She has endured the physical and emotional torment of a brutal pregnancy, clutching the memories of two devastating miscarriages and the relentless burden of birth control that never felt right. Yet, as she faces the crossroads of their family’s future, she finds herself alone in the battle, her husband’s silence and resistance cutting deeper than any pain she’s known.
Her plea is simple—a conversation, a shared step toward a decision that affects them both. But his refusal to engage, his dismissive attitude, leaves her feeling unseen and unheard, eroding the foundation of their intimacy and trust. In her quiet desperation, she wonders if her desire for partnership is too much to ask.

AITA for being mad my husband







Dr. Lori Gottlieb, a psychotherapist and author, often discusses the importance of equitable partnership and direct communication in relationships.
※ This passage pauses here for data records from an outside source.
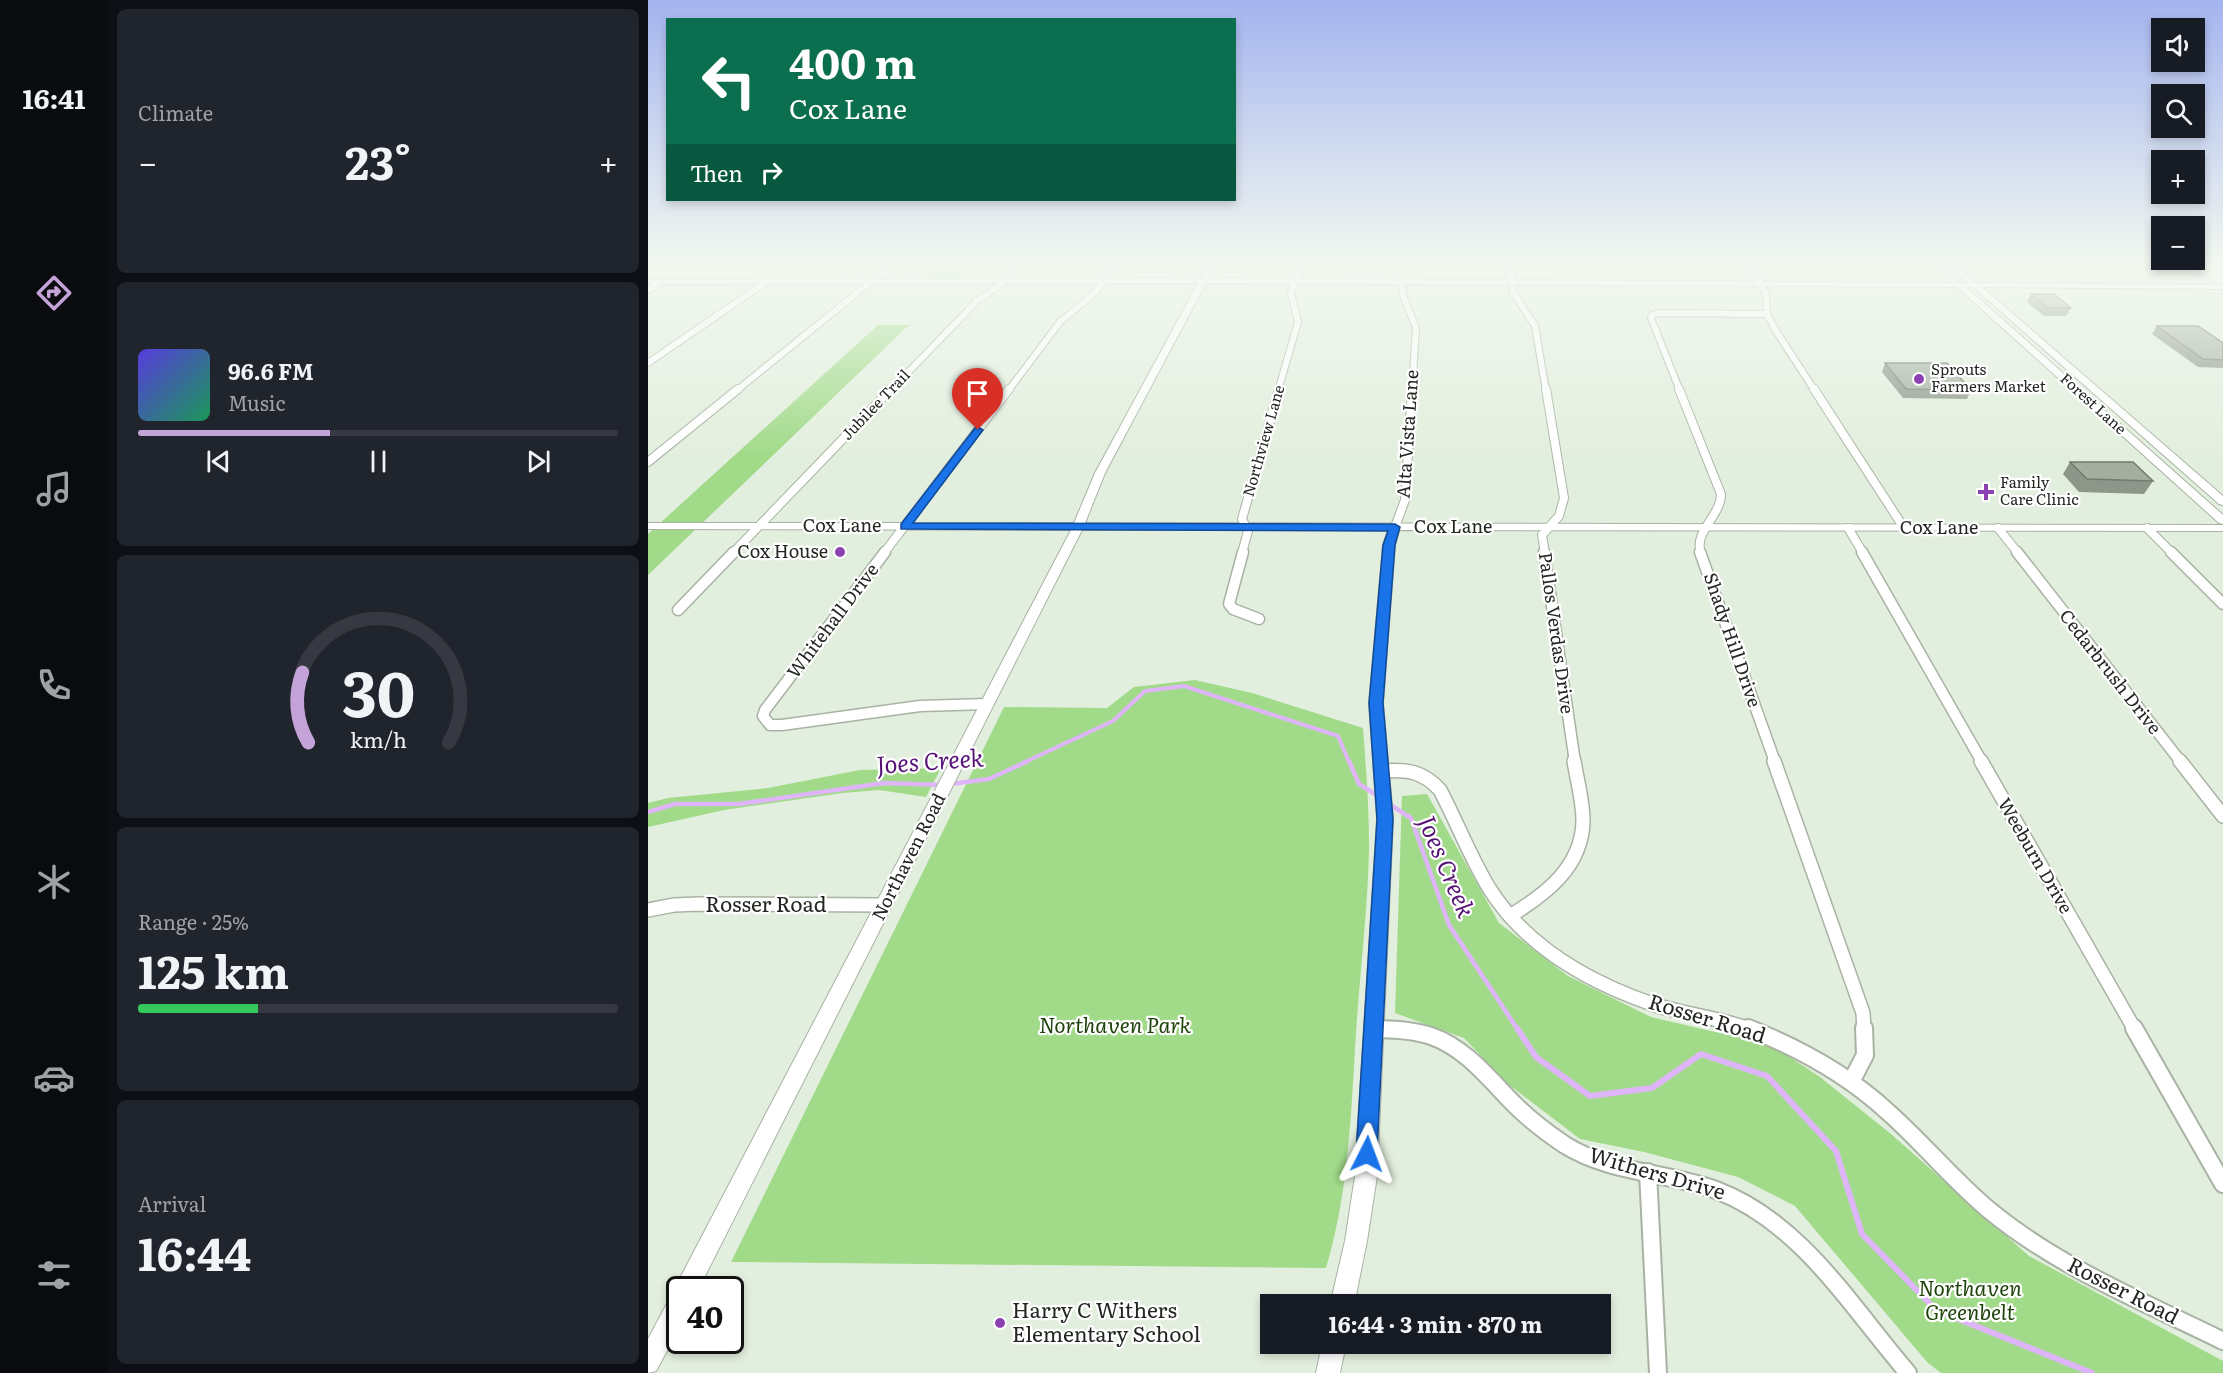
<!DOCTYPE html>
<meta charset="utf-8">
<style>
body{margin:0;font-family:Literata,serif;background:#20242c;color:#f1f3f6;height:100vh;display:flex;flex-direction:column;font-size:22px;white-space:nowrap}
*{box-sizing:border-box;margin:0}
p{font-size:20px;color:#9ea1a6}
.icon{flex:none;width:33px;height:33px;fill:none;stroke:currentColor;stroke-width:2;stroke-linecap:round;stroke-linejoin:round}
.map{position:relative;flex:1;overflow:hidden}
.details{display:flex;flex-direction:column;gap:9px;padding:9px;background:#0d0f14;width:540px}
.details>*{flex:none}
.hud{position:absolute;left:18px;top:18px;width:570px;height:183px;border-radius:0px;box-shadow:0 3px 9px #0003;background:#0b6e4f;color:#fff;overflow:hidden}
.tools{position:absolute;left:1503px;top:18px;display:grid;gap:12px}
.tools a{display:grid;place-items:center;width:54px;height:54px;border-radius:0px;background:#171b24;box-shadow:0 3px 9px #0003;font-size:30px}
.speed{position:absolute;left:18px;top:1276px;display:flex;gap:12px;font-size:30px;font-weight:700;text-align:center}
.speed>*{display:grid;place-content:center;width:78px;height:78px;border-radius:50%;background:#171b24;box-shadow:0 3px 9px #0003;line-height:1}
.speed .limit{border:3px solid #111;border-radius:9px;background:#fff;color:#111}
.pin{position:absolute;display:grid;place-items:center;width:51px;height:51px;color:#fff;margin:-62px -26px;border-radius:50% 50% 50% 0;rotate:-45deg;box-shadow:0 0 6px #0007}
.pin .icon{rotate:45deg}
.me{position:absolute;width:66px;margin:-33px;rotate:3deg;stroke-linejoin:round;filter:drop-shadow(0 0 4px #0008)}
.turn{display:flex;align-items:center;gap:21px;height:126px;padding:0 24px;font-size:27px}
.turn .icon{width:78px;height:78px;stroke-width:2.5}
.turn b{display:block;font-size:42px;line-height:51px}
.then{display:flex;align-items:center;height:57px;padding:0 24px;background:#0003;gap:12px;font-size:22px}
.big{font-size:45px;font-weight:700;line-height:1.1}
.details .tile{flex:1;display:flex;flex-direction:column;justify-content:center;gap:9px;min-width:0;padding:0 21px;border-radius:9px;background:#20242c}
.details .dial{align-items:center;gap:0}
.dial svg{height:156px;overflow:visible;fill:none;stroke:#363941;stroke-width:7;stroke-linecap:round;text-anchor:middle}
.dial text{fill:#f1f3f6;stroke:none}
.song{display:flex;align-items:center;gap:18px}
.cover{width:72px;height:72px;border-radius:9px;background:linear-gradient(135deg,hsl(250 70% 55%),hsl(150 70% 35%))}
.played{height:6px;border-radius:3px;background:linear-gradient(90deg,#c4a3d8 40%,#363941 40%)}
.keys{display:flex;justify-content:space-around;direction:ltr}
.heat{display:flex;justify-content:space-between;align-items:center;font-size:33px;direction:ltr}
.charge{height:9px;border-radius:4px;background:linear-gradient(90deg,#34c759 25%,#363941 0)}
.trip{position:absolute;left:612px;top:1294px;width:351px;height:60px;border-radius:0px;background:#171b24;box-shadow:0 3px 9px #0003;font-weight:700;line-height:60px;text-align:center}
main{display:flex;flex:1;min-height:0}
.tab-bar{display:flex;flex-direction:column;width:108px;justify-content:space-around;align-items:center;background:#090b0e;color:#9ea1a6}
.tab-bar .icon{width:42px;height:42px}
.tab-bar .selected{color:#c4a3d8}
.tab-bar b{font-size:27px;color:#f1f3f6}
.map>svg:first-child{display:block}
.green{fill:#a1da89}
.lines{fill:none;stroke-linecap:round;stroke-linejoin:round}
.stream-far2{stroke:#dfb5fa;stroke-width:4}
.stream-far1{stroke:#dfb5fa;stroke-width:4.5}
.stream{stroke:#dfb5fa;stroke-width:6}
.street-far4-casing{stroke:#a8b3a3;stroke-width:8}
.street-far3-casing{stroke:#a8b3a3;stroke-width:10}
.street-far2-casing{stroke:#a8b3a3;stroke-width:13}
.street-far1-casing{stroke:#a8b3a3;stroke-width:16}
.street-casing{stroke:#a8b3a3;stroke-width:20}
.secondary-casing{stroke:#a8b3a3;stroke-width:2}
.street-far4{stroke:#fff;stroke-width:6}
.street-far3{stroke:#fff;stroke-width:8}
.street-far2{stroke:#fff;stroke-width:10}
.street-far1{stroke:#fff;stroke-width:13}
.street{stroke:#fff;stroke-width:16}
.secondary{fill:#fff;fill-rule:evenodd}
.wall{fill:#8c9689}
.building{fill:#a3ae9f;stroke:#727a6f;stroke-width:1.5}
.route{fill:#1a73e8;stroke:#114b97;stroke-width:1.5}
.poi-dot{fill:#8c41b3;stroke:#fff;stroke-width:2}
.labels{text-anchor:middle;stroke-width:4.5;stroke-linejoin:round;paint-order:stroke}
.far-poi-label{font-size:15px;fill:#232721;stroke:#fff;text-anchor:start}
.far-street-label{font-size:15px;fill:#232721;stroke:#fff}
.street-label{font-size:18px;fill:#232721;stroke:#fff}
.poi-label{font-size:18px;fill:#232721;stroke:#fff;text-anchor:end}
.near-street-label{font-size:21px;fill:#232721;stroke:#fff}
.near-park-label{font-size:21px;font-style:italic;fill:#1f440a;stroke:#fff}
.near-poi-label{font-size:21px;fill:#232721;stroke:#fff;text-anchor:start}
.near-water-label{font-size:24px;font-style:italic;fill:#571376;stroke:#fff}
</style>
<main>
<nav class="tab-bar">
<b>16:41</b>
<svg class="icon selected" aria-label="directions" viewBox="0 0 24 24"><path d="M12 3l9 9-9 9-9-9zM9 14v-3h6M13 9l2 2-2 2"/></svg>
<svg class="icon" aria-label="music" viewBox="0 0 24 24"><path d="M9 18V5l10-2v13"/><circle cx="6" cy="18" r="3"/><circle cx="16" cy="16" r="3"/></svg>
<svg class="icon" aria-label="phone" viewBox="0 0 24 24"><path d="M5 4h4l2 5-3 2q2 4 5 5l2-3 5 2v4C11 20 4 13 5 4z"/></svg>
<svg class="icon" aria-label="climate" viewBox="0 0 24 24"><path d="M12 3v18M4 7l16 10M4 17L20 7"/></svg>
<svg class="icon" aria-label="car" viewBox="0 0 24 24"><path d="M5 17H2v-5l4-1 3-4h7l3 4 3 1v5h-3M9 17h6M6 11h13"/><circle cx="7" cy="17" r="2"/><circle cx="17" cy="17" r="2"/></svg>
<svg class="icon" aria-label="filters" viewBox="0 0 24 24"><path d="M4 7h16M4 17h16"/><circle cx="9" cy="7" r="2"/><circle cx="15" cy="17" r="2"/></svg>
</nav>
<section class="details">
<div class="tile"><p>Climate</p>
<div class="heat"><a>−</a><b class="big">23°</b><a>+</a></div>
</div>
<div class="tile">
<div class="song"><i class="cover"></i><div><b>96.6 FM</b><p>Music</p></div></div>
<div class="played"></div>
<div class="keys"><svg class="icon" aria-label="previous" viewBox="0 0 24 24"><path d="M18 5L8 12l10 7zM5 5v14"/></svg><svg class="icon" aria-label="pause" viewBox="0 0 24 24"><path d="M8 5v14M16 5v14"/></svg><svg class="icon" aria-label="next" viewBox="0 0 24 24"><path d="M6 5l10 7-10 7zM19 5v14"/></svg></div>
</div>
<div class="tile dial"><svg viewBox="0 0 100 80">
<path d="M14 69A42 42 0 1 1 86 69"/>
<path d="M14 69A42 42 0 0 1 11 33" stroke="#c4a3d8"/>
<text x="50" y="56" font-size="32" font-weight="700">30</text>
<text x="50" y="72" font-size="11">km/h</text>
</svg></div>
<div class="tile"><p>Range · 25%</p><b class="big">125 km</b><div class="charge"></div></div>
<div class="tile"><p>Arrival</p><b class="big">16:44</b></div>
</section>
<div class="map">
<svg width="1575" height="1373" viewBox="0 0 1575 1373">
<rect width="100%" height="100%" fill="#e3efde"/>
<g class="green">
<path d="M296,264H325L308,279H278Z"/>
<path d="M230,325H261L0,575V534Z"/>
<path d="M547,680L604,693L715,728C718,768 721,807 721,846C720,909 712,971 708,1033C703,1112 701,1192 678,1268L83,1262L356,707L459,708L486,687Z"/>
<path d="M293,768L278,797L231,790L195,793L76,810L0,827V803L20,798L120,788L212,770Z"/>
<path d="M779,794L851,923L920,976L1003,1017L1123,1045L1172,1077L1243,1134L1381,1256L1575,1361V1373H1293L1279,1362L1147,1206L1090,1177L996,1152L932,1139L860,1084L816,1038L747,1013L754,796Z"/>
</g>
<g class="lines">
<path class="stream-far2" d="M377,762L465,721L497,691L536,686L690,736L701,762"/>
<g class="stream-far1">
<path d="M701,761L711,784L730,796"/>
<path d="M302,784L341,779L380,761"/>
<path d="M741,804L763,818L801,925L870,1030"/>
<path d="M0,812L27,804H91L236,783L294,785"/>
</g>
<path class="stream" d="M869,1028L888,1057L942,1096L1004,1088L1053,1054L1119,1076L1188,1151L1214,1234L1288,1310L1444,1373"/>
<defs>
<g id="street-far4">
<path d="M862,264L865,292L887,326L898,391"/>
<path d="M1035,264L1099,265"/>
<path d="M1098,264L1118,292L1119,314L1128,331L1167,391"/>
<path d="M1571,264L1575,266"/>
<path d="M753,281L755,295L768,328L764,391"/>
<path d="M0,290L14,282"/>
<path d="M0,363L118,282"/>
<path d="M88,391L245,264"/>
<path d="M242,391L329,301L351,286L374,264"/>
<path d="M360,391L412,322L447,293L469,264"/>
<path d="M630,391L650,322L643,293L652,264"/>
<path d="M1032,391L1003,318L1004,315L1010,313L1119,314"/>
</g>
<g id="street-far3">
<path d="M1031,389L1073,494C1073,516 1045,532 1053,553"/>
<path d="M1166,389L1256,528"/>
<path d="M0,462L90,389"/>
<path d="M747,527L757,500L764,389"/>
<path d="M1200,528L1215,553"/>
<path d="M1350,528L1370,553"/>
<path d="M1499,528L1524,553"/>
<path d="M85,553L243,389"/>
<path d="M236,553L361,389"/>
<path d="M594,553L600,531L594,519L631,389"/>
<path d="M897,553L894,535L911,516L916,498L898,389"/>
</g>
<g id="street-far2">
<path d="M237,552L117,710L115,716L122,725H134L272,706L339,704"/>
<path d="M595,552L581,604L585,609L611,619"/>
<path d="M896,552L927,762"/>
<path d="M1052,552L1127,762"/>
<path d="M1214,552L1334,762"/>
<path d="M1369,552L1533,762"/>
<path d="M1523,552L1575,604"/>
<path d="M30,610L86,552"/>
</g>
<g id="street-far1">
<path d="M1126,761L1215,1013L1216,1030"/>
<path d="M1333,761L1487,1030"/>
<path d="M1532,761L1575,816"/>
<path d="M734,771C758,769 775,771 792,790C809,822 822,857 841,888C878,947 942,983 1007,1005C1039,1015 1073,1018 1104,1030"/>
<path d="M0,910L26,905L51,904L236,905"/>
<path d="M862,916C898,894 934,867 935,821C935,801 929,780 926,761"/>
<path d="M725,1029L752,1030"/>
</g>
<g id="street">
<path d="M1100,1028C1151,1048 1200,1075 1240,1112C1275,1143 1305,1180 1341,1210C1410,1267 1496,1302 1575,1341"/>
<path d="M1486,1028L1575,1184"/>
<path d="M725,1029C745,1029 765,1030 783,1036C818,1048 842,1080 867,1105C882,1120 899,1133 917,1145C962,1173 1018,1172 1068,1190C1153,1222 1203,1307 1260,1373"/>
<path d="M1203,1082L1217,1055L1216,1028"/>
<path d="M1000,1172L1010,1373"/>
</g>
<g id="secondary">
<path d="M561,264H567L560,278L1305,283L1285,264H1292L1313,283H1320L1300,264H1307L1329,283L1575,285V289L1334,287L1575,496V505L1571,504L1325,287H1318L1575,515V524L1571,523L1309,287L558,283L457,473L437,523L1575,525V531L751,530L747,545L735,703L745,819L729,1176L719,1241L706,1305H682L697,1241L707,1176L729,819L721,703L735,545L740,530H434L50,1290H32V1327L8,1371L0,1373V1339L24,1294L28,1292L30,1282L423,530L0,529V523H426L447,473L550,283L0,284V280L553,278Z"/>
<path d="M674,1344H698L692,1373H668Z"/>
</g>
</defs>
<use href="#street-far4" class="street-far4-casing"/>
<use href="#street-far3" class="street-far3-casing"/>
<use href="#street-far2" class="street-far2-casing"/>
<use href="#street-far1" class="street-far1-casing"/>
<use href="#street" class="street-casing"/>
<use href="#secondary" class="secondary-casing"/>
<use href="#street-far4" class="street-far4"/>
<use href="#street-far3" class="street-far3"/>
<use href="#street-far2" class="street-far2"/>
<use href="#street-far1" class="street-far1"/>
<use href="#street" class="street"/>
<use href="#secondary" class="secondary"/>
</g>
<g class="wall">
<path d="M1383,294L1423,308L1418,316H1396L1379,302Z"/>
<path d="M1509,326L1575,343V368L1550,367L1504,334Z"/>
<path d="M1237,363L1323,390L1319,399L1255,398L1234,372Z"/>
<path d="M1422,462L1505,481L1496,494L1431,492L1415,474Z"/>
</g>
<g class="building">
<path d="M1383,294H1406L1423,308H1400Z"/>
<path d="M1509,326H1550L1575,343V360L1555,359Z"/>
<path d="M1237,363H1299L1323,390L1258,389Z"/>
<path d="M1422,462H1485L1505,481L1439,479Z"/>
</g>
<linearGradient id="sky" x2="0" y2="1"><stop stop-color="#a4b4ef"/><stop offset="0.58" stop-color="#f2f8f0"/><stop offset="1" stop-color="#f2f8f0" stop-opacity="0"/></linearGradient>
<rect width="1575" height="456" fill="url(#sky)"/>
<path class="route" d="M330,427L335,430L265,523L747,524L752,527L747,545L735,703L745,819L729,1154L726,1162L719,1165L711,1162L708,1154L729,819L721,703L735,545L740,531L253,529V524L327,428Z"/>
<g class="poi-dot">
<circle cx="1271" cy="379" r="6"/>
<path d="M1335 483h6v6h6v6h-6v6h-6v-6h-6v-6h6z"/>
<circle cx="192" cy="552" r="6"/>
<circle cx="352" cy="1323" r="6"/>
</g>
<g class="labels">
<g class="far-poi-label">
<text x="1283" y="375">Sprouts<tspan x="1283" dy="17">Farmers Market</tspan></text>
<text x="1352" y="488">Family<tspan x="1352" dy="17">Care Clinic</tspan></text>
</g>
<g class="far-street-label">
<text transform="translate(1445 404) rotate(42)" y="5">Forest Lane</text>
<text transform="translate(228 405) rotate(-46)" y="5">Jubilee Trail</text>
<text transform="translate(616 441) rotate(-74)" y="5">Northview Lane</text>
</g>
<g class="street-label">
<text transform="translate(760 434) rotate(-86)" y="6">Alta Vista Lane</text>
<text x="194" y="532">Cox Lane</text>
<text x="805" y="533">Cox Lane</text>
<text x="1291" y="534">Cox Lane</text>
<text transform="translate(185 621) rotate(-53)" y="6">Whitehall Drive</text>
<text transform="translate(908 633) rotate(82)" y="6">Pallos Verdas Drive</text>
<text transform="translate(1084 640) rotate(71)" y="6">Shady Hill Drive</text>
<text transform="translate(1462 672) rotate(52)" y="6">Cedarbrush Drive</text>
<text transform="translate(1387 856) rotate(60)" y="6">Weeburn Drive</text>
<text transform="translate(261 857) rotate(-63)" y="6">Northaven Road</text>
</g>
<g class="poi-label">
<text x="180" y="558">Cox House</text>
</g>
<g class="near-street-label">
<text x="118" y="912">Rosser Road</text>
<text transform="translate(1059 1019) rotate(17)" y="7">Rosser Road</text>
<text transform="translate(1009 1174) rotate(16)" y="7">Withers Drive</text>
<text transform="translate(1475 1291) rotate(27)" y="7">Rosser Road</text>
</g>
<g class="near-park-label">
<text x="467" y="1033">Northaven Park</text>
<text x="1322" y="1296">Northaven<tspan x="1322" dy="24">Greenbelt</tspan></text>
</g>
<g class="near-poi-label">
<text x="364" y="1318">Harry C Withers<tspan x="364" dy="24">Elementary School</tspan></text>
</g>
<g class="near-water-label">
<text transform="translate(282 762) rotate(-4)" y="8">Joes Creek</text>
<text transform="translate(798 867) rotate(67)" y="8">Joes Creek</text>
</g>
</g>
</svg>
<div class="tools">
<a><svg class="icon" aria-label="sound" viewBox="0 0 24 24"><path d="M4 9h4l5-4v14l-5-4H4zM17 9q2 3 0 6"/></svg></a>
<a><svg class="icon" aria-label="search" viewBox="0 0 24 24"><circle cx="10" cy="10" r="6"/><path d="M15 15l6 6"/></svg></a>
<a>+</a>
<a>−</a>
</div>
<div class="speed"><div class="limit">40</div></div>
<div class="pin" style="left:330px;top:430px;background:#d93025"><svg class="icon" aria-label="arrive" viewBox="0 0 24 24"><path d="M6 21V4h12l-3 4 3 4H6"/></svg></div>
<svg class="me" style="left:719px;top:1154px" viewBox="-20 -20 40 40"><path d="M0-17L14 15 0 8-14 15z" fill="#1a73e8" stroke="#fff" stroke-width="4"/></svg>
<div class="trip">16:44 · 3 min · 870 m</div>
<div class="hud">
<div class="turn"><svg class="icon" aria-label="left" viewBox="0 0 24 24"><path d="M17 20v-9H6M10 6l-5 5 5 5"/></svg><div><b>400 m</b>Cox Lane</div></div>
<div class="then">Then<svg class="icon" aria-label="right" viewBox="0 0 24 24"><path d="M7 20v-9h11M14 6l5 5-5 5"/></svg></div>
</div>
</div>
</main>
In situations involving significant life decisions like reproductive health, experts emphasize that true partnership requires both parties to invest equally in the process, even if the physical procedure falls to one individual.
The husband’s behavior—refusing to research, becoming angry when the topic is raised, and telling the poster to ‘make the appointment then’—indicates significant avoidance and a failure to acknowledge the emotional labor and physical sacrifice the wife has already made. While he may feel discomfort or anxiety about the vasectomy (which is valid), expressing that discomfort should involve dialogue and shared problem-solving, not delegating the entire responsibility to the spouse who has already managed all previous reproductive health matters, including difficult pregnancies and miscarriages. His reaction suggests a power imbalance where he expects his partner to manage all aspects of contraception.
The poster’s ultimatum regarding sexual intimacy, while a strong expression of her boundary being crossed, is a reaction to feeling unsupported. A more constructive approach involves setting a firm deadline for joint research and appointment scheduling, clearly linking the decision to the future health and stability of the relationship, rather than issuing threats based on unmet needs. The husband needs to move from passive resistance to active participation in this shared family decision.
THIS STORY SHOOK THE INTERNET – AND REDDITORS DIDN’T HOLD BACK.



























The original poster is experiencing deep frustration stemming from the physical and emotional toll of childbearing, compounded by her husband’s resistance to engaging in shared responsibility for permanent birth control. The central conflict lies between her justified need for bodily autonomy and shared burden versus the husband’s avoidance and refusal to take even the minimal step of discussing the procedure.
Given the significant physical burden carried by the poster, is it reasonable to expect her husband to take responsibility for scheduling and researching his own vasectomy appointment, or does his right to comfort and autonomy supersede the need for immediate shared action on permanent family planning?